Il fuoco e l'aria, per i primi filosofi greci, erano tra i principi elementari posti alla base della nascita del mondo. Il fuoco e il vento, per Tamaro, sono tra i principi elementari posti alla base della rinascita del mondo. Un mondo di pulsioni basiche, inguaribilmente infantile, evocato a chiare lettere già in Anima mundi (dove erano la terra, e ancora il fuoco e il vento, a giustificarlo) e di cui rimangono impresse nella memoria del lettore non molto più di coppie minime di azioni e reazioni. Le azioni che recano disagio, le reazioni che al disagio tentano di fornire una riposta. Azione: l'immobilità cui costringe la noia. Reazione: il moto conoscitivo indotto dalla curiosità. Azione: il materialismo dell'avere, che ha trasformato la felicità in un "attributo del possesso". Reazione: la nobiltà dell'essere, il paradiso interiore di chi ha smesso di piacersi e di desiderare, di chi "non arraffa ma cede". Azione: il grigiore della mediocrità posta come condizione per la maturazione individuale. Reazione: lo splendore del cielo infinito che apre al regno del mistero, che mette alla prova la "paura di crescere", "di aprirsi alle emozioni". E così, di azione in reazione, fino alla fine. Azioni e reazioni fatte di parole che l'autrice, negli anni, ha tentato di scolpire, in parte riuscendoci, nella mente dei suoi più fedeli lettori.

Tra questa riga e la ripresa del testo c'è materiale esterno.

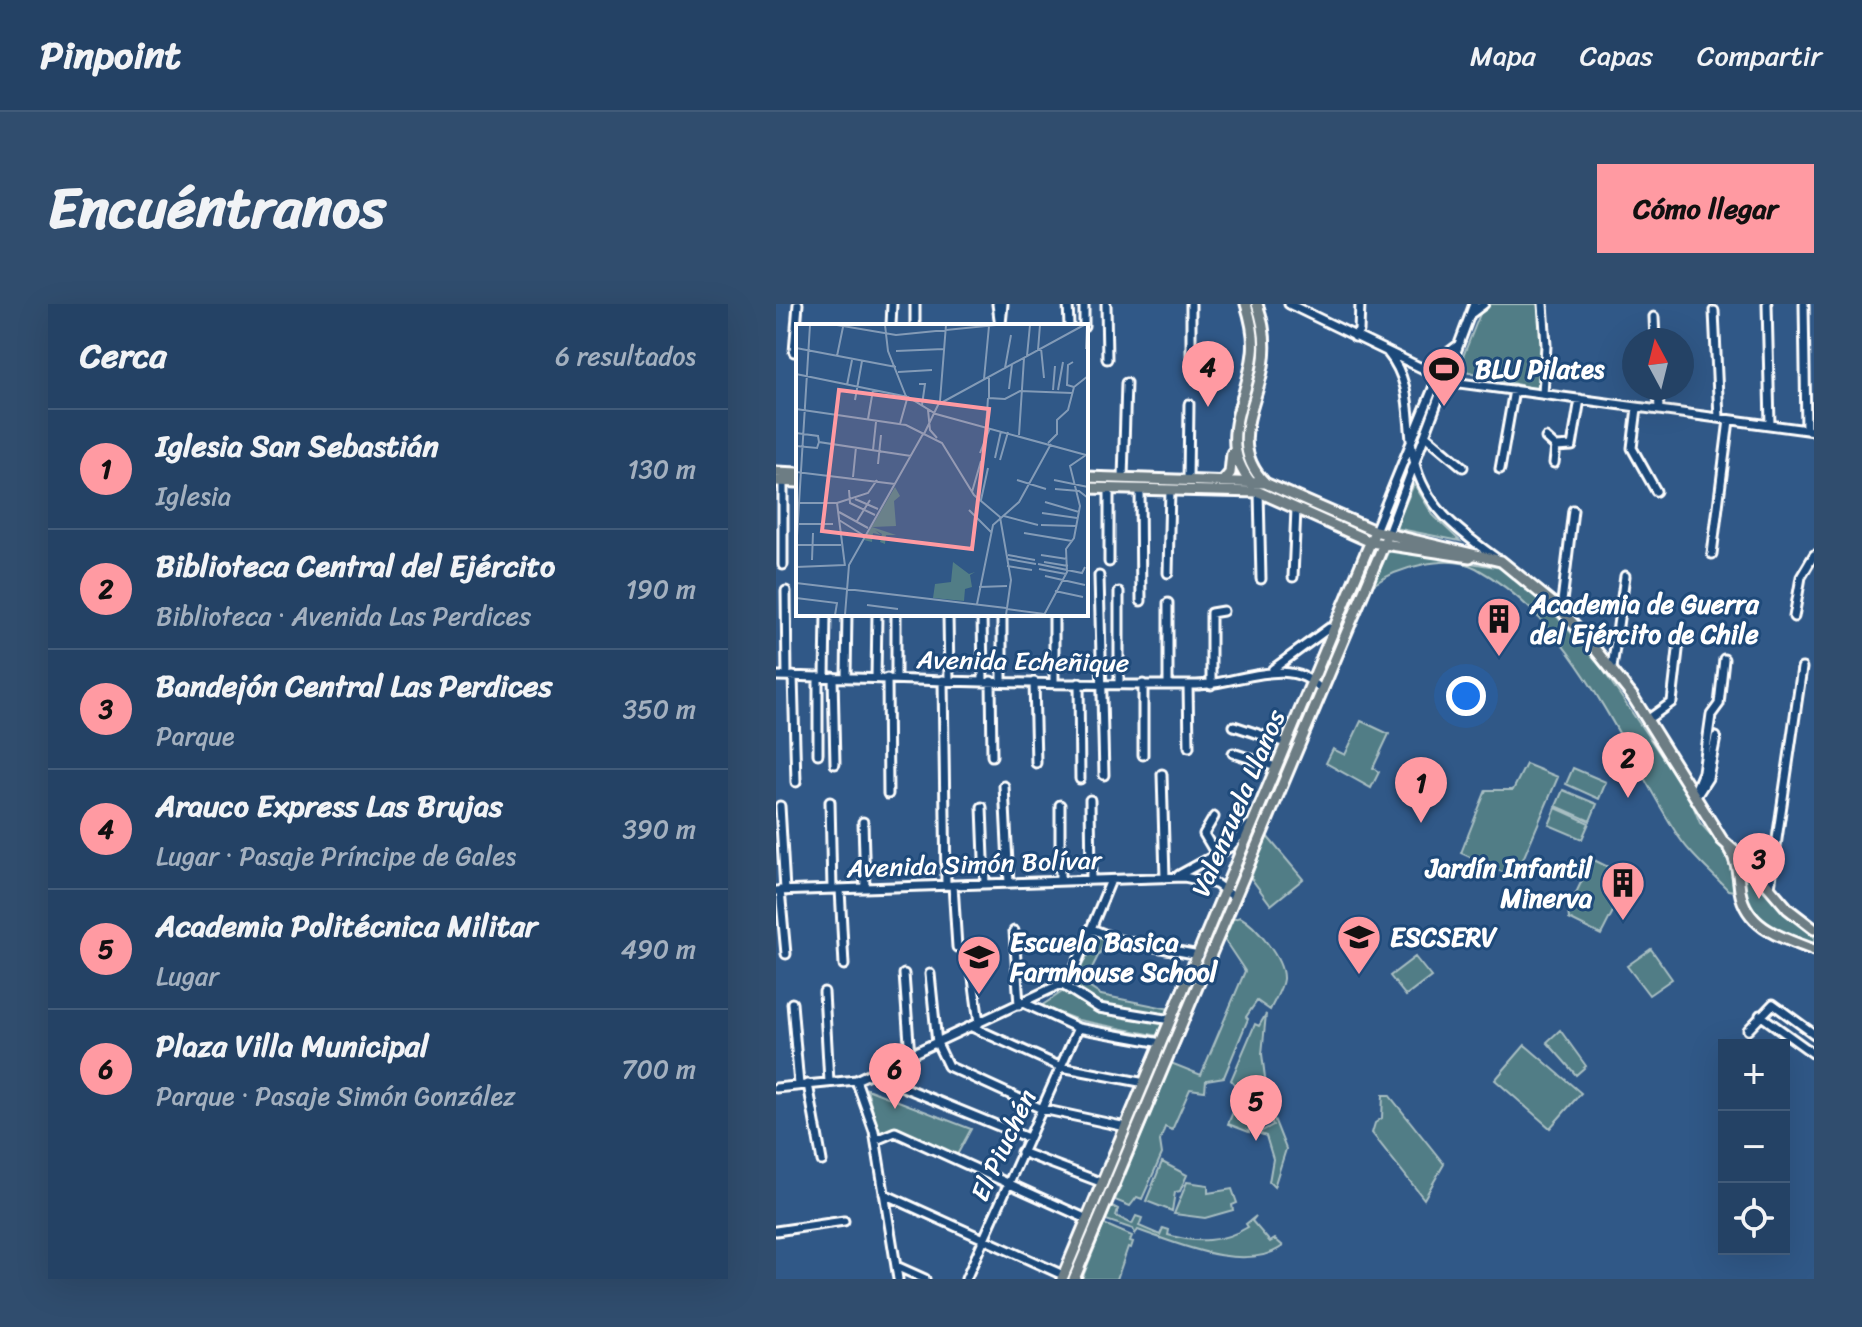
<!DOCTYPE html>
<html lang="es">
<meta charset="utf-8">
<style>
:root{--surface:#244265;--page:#304d6e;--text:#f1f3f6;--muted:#a3b0bf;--line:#415b79;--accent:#ff9aa2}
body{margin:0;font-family:Sriracha,sans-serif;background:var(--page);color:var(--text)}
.controls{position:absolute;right:24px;bottom:24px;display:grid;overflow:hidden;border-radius:0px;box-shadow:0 8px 32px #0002}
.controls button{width:72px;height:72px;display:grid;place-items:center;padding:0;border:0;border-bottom:2px solid var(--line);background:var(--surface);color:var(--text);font:40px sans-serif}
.compass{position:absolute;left:846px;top:24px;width:72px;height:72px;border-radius:50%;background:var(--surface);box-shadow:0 8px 32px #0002;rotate:353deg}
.you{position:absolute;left:690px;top:392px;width:28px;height:28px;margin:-20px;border:6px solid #fff;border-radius:50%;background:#1a73e8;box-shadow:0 0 0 12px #1a73e833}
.badge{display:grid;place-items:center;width:52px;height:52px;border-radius:50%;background:var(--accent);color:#111;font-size:26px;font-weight:700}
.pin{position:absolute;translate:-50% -66px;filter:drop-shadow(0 2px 4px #0008)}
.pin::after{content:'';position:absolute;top:42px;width:28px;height:24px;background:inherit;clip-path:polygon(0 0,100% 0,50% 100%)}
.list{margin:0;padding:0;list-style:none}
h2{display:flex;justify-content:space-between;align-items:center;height:104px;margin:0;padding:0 32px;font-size:34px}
h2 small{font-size:26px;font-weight:400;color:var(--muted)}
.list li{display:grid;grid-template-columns:52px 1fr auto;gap:24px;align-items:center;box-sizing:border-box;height:120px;padding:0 32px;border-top:2px solid var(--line)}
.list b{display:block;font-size:30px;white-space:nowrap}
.list p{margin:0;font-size:26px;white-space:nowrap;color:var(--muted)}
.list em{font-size:26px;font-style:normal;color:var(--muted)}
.icon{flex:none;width:44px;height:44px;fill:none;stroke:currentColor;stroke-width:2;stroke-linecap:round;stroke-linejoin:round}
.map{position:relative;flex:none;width:1038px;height:975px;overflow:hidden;border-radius:0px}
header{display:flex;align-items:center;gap:48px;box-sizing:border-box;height:112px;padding:0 40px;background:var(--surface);border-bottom:2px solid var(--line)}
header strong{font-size:38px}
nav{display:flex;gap:44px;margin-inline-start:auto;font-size:28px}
.intro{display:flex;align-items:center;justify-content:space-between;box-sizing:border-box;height:192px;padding:0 48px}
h1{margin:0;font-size:56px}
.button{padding:20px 36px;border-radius:0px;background:var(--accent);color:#111;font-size:28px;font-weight:700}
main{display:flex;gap:48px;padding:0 48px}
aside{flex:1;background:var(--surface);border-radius:0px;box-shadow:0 8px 32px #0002}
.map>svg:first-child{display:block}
</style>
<header>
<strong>Pinpoint</strong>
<nav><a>Mapa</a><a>Capas</a><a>Compartir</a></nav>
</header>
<div class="intro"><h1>Encuéntranos</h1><a class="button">Cómo llegar</a></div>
<main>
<aside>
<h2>Cerca<small>6 resultados</small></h2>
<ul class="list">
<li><span class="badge">1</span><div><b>Iglesia San Sebastián</b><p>Iglesia</p></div><em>130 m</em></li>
<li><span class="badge">2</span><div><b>Biblioteca Central del Ejército</b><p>Biblioteca · Avenida Las Perdices</p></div><em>190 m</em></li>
<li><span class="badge">3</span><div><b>Bandejón Central Las Perdices</b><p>Parque</p></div><em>350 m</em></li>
<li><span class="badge">4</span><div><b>Arauco Express Las Brujas</b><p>Lugar · Pasaje Príncipe de Gales</p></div><em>390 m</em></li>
<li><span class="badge">5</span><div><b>Academia Politécnica Militar</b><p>Lugar</p></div><em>490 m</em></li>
<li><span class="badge">6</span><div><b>Plaza Villa Municipal</b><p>Parque · Pasaje Simón González</p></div><em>700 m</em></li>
</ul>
</aside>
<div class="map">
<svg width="1038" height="975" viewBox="0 0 1038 975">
<rect width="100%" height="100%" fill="#305887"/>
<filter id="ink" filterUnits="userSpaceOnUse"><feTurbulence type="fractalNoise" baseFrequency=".0125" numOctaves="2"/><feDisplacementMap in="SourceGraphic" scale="16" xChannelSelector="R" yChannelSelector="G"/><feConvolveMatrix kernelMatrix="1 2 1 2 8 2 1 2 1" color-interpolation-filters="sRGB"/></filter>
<g filter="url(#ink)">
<path fill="#517d86" stroke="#a8bec2" stroke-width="2" d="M713,0H762L765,40L763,86L682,65L706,5Z
M638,180L657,211L684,237L619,224Z
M613,246L726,264L779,310L825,363L914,494L924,519L953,551L958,587L952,586C934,567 912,549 899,527C843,438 798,318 700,264C672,249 620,264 597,281Z
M585,417L613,430L597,464L603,468L595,484L550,459L557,445L569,451Z
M750,460L782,473L739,574L685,549L710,486H737Z
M797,464L830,478L823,495L790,480Z
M787,486L821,500L814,517L780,502Z
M780,504L813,519L806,535L773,521Z
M490,531L527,575L495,601L475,574Z
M952,542L1013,612L1038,627V645L997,630L971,603Z
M816,555L854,574L825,631L793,615L792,606Z
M464,613C479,621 508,655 507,675C506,685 498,697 494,706L481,697L470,713L472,715L448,773L430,776L429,787L414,785L396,826L389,823L384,837L386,850L366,895L361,893L354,902L339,896L395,759L425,771L469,667L447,634L454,616Z
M321,633L330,636L308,680L325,691L399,706L388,733L302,716L265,702L295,682Z
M875,645L896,675L873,691L851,662Z
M639,653L655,673L630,692L614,672Z
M490,710L486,750L491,789L486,788L475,797L486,812L495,807L510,845L498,883L493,878L497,855L490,832L482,829L497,821L496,818L478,826L473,820V828L452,820L459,803L473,820L461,801L468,792L455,776L479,720L483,722Z
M784,726L810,762L800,771L771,738Z
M749,741L805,789L774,824L719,776Z
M91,785L195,825L181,851L120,825L103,830Z
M607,791H613L668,860L648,895L596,829L599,819L606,814Z
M386,858L411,871L404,887L399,888L396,907L370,897Z
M411,878L432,881V889L456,885L461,899L456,901L457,906L429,914L398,910Z
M336,902L342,905L340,912L356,920L360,912L366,914L363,922L384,931L387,924L393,926L392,931C420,939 446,939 472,923L470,920L480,912L476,917L494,938L499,935L507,942C469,970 400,939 362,926L359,930L357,925L330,916Z
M328,920L356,932L354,937L357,938L355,944L352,943L341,975H306Z"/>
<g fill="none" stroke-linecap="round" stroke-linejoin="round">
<g stroke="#fff" stroke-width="13">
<path id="minor" d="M221,0L224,22
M292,0L293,22
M308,0V22
M330,0L331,55
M415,0V53
M513,0L662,72L684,79L1038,127
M991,0L994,121
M1028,0L1030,126
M938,7L943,114
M696,9L708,0
M878,13L879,36
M225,20L227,0
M115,22L116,0
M139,22V0
M579,33L583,27L584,0
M18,48L22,0
M612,49C638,80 630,119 638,156C649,203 683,227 720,254
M882,84L883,106
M767,90L770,41L767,0
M861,104L856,144L880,187
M649,131L687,163
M770,134L780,143L796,142L804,95
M778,159L780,143
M724,165L738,86
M347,174L350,79
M412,175L413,100
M7,177V261
M364,185L365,297
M483,188L485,275
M599,227L662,72L673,48L681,42
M612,230L698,0
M936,250L953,116
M333,258V184
M392,269L394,186
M323,272L328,471
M517,273L520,205
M10,287L11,372
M343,288V379
M392,299V381
M785,306L797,206
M120,310V375
M172,310L173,376
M278,310V378
M206,311L207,377
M1018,313L1025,273L1038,251
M836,364L849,272
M497,365L553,324L558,325
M0,372C140,375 280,382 420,381C461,381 514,349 545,386
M17,372L20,478
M49,373L50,310
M57,373L59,460
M70,373L71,310
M100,374L101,310
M111,374L112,490
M167,376L170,581
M215,377L216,452
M226,377V310
M258,378L260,459
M303,379L304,475
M367,380V451
M412,381L413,443
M435,381V309L447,307
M871,416L896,398L904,329
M458,422L510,439
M457,449L500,463
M42,450V373
M386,470L389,574
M228,482L233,579
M919,487L927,468L935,411L943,400L948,355
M921,491L932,474L940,433
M314,496L315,576
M54,498L56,585
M284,501V577
M4,502L9,586
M206,503L209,580
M438,513L428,530L441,552
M87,518L89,584
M403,571L454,543L473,521
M177,581L181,643
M994,583L1026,364
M64,585L68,661
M4,586L10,650
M0,587L408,573L440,580L458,593
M316,625L343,636L423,651
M238,627L243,701
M196,667L203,719
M128,670L134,752
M154,670L161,739L172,762L266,805L350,823
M285,680L323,704L395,716
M48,688L53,778
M16,699L23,781
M248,699L302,724L385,739
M984,711L1038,750
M196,723L285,763L369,779
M972,726L997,700L1038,730
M110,762L127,783L252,834
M80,776L98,827L122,975
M32,780L46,857
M0,784L80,776L285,680L298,666L335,576
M100,836L119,828L311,915
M245,848L327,879
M108,890L287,971
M0,927L68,917
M120,962L149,975
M190,975L302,724"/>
</g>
<g stroke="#fff" stroke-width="15">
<path id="major" d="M470,0C475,16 479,33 477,49C472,97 439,136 476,180
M481,0C488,20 491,41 487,62C480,104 452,141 489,179
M0,168L22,169
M310,173L489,179L599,227L725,257L785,306L811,335L857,393L946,536L976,563L1012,605L1038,625
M0,177L22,178
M447,177L454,169L456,149
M310,184L483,188L595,238L694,253
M953,545C962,558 962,572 964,587C971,625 1007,634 1038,646
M286,975L599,227
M298,975L612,230"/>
</g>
<use href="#minor" stroke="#1f4a7a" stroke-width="7"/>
<use href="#major" stroke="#6d7d84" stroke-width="9"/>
</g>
</g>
<defs>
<g id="stadium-pin" transform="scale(2.3)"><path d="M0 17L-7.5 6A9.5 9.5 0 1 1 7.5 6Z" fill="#ff9aa2" stroke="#1f4a7a"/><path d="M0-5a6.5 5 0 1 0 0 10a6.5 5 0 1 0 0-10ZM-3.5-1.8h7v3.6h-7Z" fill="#111"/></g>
<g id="building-pin" transform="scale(2.3)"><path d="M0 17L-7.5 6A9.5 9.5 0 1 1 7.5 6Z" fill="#ff9aa2" stroke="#1f4a7a"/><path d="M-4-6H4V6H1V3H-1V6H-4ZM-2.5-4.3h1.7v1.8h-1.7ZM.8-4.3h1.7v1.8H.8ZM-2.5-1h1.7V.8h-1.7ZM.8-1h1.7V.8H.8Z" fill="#111"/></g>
<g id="school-pin" transform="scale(2.3)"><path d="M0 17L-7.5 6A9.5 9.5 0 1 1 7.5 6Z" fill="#ff9aa2" stroke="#1f4a7a"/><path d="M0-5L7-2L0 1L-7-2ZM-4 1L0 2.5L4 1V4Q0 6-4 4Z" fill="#111"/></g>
</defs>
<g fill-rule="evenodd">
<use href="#stadium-pin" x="668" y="65"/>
<use href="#building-pin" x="723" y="315"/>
<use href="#building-pin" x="847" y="579"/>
<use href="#school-pin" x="583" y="633"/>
<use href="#school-pin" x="203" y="653"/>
</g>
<g text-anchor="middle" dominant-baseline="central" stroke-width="6" stroke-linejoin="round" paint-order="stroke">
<g font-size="26" font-weight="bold" fill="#fff" stroke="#1f4a7a" text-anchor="start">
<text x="699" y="65">BLU Pilates</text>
<text x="754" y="300">Academia de Guerra<tspan x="754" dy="30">del Ejército de Chile</tspan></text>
<text x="816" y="564" text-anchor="end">Jardín Infantil<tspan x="816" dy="30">Minerva</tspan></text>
<text x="614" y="633">ESCSERV</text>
<text x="234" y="638">Escuela Basica<tspan x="234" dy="30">Farmhouse School</tspan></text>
</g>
<g font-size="26" fill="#fff" stroke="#1f4a7a">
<text transform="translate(247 357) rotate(1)">Avenida Echeñique</text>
<text transform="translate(462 499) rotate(-67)">Valenzuela Llanos</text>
<text transform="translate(198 560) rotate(-2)">Avenida Simón Bolívar</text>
<text transform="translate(227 841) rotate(-65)">El Piuchén</text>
</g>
</g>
<g transform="translate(20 20)">
<rect width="292" height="292" fill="#305887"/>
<path d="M99,163L104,172L98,177L100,202L76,203L100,211H90L89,220L84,218L86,210L79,206L85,211L77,209L76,218L68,216ZM157,238L173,250L179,248L174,251L176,263L169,265L168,277L137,274L139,260L155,258Z" fill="#517d86"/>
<path fill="none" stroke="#839bb7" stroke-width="2" d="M41,1L100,11L200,1M89,1L92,27L111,75L104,100M0,24L100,43M245,24L248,54M290,25L291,1M242,26L244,1M100,27L148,25M41,32L47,3M231,32L234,1M277,38L272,41L271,61L278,63M209,44L215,11M102,48L136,46M0,50L112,73L140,90L290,131M193,52V74L209,75L224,67L276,69M188,55L193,2M123,60H129L126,81M51,61L56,36M213,65L216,40M257,66L259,42M262,66L267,38M59,76L66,37M143,80L288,1M0,85L110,101L146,119L178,171L204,193L215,256L210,291M132,86L134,106L141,114M72,95L77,66M190,103L192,74M0,109L22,112L23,118L115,132M128,110L144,77L150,1M223,111L228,34M252,119L261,110V96L272,86L278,63L292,52M0,122L21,124L23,118M77,126L80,98M184,129L194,104M199,134L205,107M204,136L212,108M82,140L85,111M0,148L99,160M57,153L60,123M221,156L250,165M258,156L292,163M259,165L283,167L292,174M53,166L54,179L79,191M176,168L185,137M59,175L82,185M185,176L192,144M249,178L283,188M0,179H41L72,169L81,156M41,179L49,242M173,186L196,209M43,188L72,204M246,189L281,194M208,192L242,201M43,196L67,211M61,197L74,176M3,200H37M245,201L280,202M228,209L276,217M0,221H45M0,228L14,1M212,231L239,236M245,231L271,235M212,235L240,240M16,236L17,209M248,238L272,242M242,240L286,249L289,243M211,242L236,246M0,243L49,241M243,245L270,250M0,247V276M249,252L289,261M0,259L210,284M183,263L211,262M259,267L287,273M0,274L41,279L39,291M181,280L197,201L223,178L255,120M71,281L102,285M211,285L256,291M49,291L53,241L127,110M248,291L271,248L270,225L278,214L284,182L274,142L290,131"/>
<path fill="#ff9aa2" fill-opacity="0.15" stroke="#ff9aa2" stroke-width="4" d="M43,66L193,85L176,225L26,207Z"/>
<rect width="292" height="292" fill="none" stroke="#fff" stroke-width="4"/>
</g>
</svg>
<div class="controls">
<button>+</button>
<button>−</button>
<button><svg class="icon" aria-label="locate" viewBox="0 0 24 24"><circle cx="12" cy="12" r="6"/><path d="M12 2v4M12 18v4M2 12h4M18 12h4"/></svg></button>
</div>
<svg class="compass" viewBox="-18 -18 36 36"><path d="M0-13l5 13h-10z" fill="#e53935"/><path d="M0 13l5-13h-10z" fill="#a3b0bf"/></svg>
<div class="you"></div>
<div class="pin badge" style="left:645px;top:519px">1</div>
<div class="pin badge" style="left:852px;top:494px">2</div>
<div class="pin badge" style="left:983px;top:595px">3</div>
<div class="pin badge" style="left:432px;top:103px">4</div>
<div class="pin badge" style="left:480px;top:837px">5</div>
<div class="pin badge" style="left:119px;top:805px">6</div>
</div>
</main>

Parole che sembrerebbero quindi sostanzialmente inequivoche: leggere come l'aria o, al contrario, pesanti come pietre, in grado di sollevare verso la luce del cielo o di inabissare verso il buio del baratro. Parole che invece, anche nella loro apparentemente più disarmata elementarità, si scoprono talora alimentate dalla linfa di significazioni o di simbolizzazioni altre (o semplicemente diverse). O palesemente ambigue. O dalla doppia faccia: come l'inquietudine, per un verso "segno di salute", per un altro verso prodotto della noia. Non crediamo si possa allora cadere in errore se si ravvisa la chiave di volta della cifra di Susanna Tamaro proprio nell'inquietudine, personale e, per quanto si è appena detto, in parte anche espressiva. Saranno allora pure il fuoco e il vento a dare un senso all'esistenza umana. Se l'uomo non fosse però fondamentalmente inquieto, se non si smarrisse continuamente, il fuoco (foss'anche dell'Amore) non avrebbe di che bruciare, il vento (foss'anche dello Spirito) non avrebbe di che soffiare.